→ Saved data entries

•••••

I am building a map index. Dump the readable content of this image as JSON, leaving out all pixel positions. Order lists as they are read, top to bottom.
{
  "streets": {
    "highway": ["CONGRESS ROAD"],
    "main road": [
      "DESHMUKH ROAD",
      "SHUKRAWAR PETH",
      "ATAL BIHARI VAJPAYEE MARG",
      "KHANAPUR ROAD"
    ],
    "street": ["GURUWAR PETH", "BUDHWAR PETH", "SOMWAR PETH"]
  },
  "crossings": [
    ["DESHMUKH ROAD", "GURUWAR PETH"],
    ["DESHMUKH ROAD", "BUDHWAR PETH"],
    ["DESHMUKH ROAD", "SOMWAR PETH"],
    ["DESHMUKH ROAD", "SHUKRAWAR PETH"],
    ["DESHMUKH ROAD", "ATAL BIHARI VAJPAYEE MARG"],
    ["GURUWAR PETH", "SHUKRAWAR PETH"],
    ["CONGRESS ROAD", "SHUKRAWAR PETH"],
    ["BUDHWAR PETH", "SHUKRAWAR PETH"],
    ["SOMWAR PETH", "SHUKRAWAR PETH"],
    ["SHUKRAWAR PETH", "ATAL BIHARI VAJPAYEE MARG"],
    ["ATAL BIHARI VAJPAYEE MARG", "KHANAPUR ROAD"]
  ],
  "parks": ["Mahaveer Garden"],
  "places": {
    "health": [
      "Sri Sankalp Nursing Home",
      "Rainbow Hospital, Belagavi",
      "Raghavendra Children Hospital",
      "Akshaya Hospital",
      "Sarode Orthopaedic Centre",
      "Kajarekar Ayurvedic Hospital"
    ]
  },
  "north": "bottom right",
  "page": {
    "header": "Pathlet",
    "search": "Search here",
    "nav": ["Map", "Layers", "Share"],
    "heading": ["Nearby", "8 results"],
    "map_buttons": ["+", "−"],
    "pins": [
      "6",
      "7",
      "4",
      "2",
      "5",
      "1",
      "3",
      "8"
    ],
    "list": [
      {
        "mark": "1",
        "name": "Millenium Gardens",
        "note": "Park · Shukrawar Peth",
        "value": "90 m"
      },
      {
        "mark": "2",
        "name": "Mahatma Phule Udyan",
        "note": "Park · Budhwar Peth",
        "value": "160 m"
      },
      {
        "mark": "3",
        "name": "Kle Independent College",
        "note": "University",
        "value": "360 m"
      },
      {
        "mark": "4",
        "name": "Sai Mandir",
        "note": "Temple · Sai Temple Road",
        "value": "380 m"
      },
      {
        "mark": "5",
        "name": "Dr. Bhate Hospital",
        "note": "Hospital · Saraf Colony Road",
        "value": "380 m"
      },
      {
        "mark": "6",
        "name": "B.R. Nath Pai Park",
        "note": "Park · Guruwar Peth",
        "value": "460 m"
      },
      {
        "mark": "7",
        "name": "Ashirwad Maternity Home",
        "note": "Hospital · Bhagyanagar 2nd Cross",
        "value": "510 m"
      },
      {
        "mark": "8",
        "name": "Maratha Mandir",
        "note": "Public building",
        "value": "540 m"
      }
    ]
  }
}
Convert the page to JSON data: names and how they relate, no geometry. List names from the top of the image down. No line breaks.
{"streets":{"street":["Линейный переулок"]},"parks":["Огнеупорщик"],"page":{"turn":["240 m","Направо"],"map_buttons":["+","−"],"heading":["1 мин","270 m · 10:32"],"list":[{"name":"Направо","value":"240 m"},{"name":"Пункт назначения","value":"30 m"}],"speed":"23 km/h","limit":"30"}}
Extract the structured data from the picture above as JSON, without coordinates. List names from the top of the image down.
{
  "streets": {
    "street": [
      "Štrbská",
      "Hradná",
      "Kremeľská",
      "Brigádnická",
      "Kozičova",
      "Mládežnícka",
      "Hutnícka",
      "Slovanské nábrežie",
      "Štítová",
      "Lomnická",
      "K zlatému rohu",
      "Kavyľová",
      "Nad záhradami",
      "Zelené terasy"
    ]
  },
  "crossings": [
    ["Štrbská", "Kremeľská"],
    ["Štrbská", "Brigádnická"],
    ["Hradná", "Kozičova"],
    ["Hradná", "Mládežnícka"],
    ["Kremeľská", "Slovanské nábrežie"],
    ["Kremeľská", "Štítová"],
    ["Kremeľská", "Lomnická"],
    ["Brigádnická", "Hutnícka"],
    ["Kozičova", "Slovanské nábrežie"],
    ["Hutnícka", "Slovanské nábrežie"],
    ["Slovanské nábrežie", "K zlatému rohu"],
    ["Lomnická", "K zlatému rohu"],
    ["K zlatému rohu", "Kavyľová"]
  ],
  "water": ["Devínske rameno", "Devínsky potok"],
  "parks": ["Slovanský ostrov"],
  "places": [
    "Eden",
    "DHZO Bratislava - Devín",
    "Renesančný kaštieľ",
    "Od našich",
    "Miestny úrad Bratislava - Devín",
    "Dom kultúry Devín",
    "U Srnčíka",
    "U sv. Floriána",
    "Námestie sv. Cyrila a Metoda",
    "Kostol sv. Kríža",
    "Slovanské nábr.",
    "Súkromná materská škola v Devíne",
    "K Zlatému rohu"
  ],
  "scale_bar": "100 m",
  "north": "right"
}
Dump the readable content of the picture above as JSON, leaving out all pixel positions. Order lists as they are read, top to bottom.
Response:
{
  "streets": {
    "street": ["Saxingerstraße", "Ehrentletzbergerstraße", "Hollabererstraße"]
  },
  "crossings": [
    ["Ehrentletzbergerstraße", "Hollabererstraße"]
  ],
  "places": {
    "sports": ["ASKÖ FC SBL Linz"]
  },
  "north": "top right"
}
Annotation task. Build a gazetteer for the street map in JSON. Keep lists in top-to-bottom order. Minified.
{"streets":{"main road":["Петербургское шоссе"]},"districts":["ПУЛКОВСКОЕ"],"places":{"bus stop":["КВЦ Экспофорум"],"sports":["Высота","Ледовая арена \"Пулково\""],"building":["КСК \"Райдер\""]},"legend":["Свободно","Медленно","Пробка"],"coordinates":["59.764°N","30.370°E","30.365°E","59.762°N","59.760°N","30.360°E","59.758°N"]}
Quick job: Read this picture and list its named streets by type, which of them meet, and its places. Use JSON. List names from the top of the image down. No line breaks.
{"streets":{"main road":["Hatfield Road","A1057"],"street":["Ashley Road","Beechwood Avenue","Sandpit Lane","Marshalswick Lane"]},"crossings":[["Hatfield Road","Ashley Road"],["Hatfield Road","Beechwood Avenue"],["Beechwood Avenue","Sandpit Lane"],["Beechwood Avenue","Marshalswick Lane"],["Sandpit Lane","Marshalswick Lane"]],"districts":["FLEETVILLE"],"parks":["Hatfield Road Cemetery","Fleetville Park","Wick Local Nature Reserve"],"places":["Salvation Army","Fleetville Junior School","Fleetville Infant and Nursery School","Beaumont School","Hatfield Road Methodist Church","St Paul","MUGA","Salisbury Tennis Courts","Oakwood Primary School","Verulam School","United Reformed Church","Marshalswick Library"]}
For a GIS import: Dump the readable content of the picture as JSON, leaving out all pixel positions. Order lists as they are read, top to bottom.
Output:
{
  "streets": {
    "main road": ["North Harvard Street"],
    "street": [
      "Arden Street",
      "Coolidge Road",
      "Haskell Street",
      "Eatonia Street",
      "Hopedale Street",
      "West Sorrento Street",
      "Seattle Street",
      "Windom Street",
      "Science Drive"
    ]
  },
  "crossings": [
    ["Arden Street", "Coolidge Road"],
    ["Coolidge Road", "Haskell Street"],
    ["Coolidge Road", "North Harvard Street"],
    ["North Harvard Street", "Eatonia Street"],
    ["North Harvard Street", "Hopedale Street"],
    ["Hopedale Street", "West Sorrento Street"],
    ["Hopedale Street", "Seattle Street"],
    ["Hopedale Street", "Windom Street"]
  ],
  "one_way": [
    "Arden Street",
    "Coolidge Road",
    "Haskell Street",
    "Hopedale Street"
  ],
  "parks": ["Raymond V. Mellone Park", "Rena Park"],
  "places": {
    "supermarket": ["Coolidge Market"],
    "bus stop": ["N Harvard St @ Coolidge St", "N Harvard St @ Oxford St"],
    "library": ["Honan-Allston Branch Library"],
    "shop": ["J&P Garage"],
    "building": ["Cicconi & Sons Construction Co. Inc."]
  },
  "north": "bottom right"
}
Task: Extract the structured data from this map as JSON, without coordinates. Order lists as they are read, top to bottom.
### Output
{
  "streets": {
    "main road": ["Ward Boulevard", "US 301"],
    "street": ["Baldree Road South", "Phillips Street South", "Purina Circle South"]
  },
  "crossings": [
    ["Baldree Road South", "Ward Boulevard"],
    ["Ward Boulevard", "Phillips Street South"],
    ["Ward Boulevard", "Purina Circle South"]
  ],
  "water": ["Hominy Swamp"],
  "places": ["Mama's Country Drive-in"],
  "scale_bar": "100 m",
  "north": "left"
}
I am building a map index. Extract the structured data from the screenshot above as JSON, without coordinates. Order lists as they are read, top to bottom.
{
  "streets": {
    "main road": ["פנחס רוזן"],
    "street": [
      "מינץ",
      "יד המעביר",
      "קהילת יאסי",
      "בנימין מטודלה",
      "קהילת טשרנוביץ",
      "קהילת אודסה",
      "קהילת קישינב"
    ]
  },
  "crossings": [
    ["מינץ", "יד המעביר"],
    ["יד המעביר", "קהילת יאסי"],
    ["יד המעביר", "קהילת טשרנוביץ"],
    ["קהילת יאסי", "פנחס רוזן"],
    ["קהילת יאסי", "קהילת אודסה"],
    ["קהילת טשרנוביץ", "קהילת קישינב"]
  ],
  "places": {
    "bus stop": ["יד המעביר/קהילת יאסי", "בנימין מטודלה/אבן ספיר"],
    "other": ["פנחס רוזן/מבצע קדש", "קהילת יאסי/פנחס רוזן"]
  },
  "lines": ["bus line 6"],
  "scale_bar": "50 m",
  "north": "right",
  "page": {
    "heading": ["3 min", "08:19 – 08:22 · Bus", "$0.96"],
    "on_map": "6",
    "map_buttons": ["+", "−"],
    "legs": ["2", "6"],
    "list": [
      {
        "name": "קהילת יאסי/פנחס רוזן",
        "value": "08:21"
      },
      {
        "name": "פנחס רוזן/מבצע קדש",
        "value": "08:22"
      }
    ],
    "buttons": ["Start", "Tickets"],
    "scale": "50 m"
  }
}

•••••

→ WORK TASK
Across the data, pull every line containing the string "index".

→ RESULT BELOW
I am building a map index. Dump the readable content of this image as JSON, leaving out all pixel positions. Order lists as they are read, top to bottom.
I am building a map index. Extract the structured data from the screenshot above as JSON, without coordinates. Order lists as they are read, top to bottom.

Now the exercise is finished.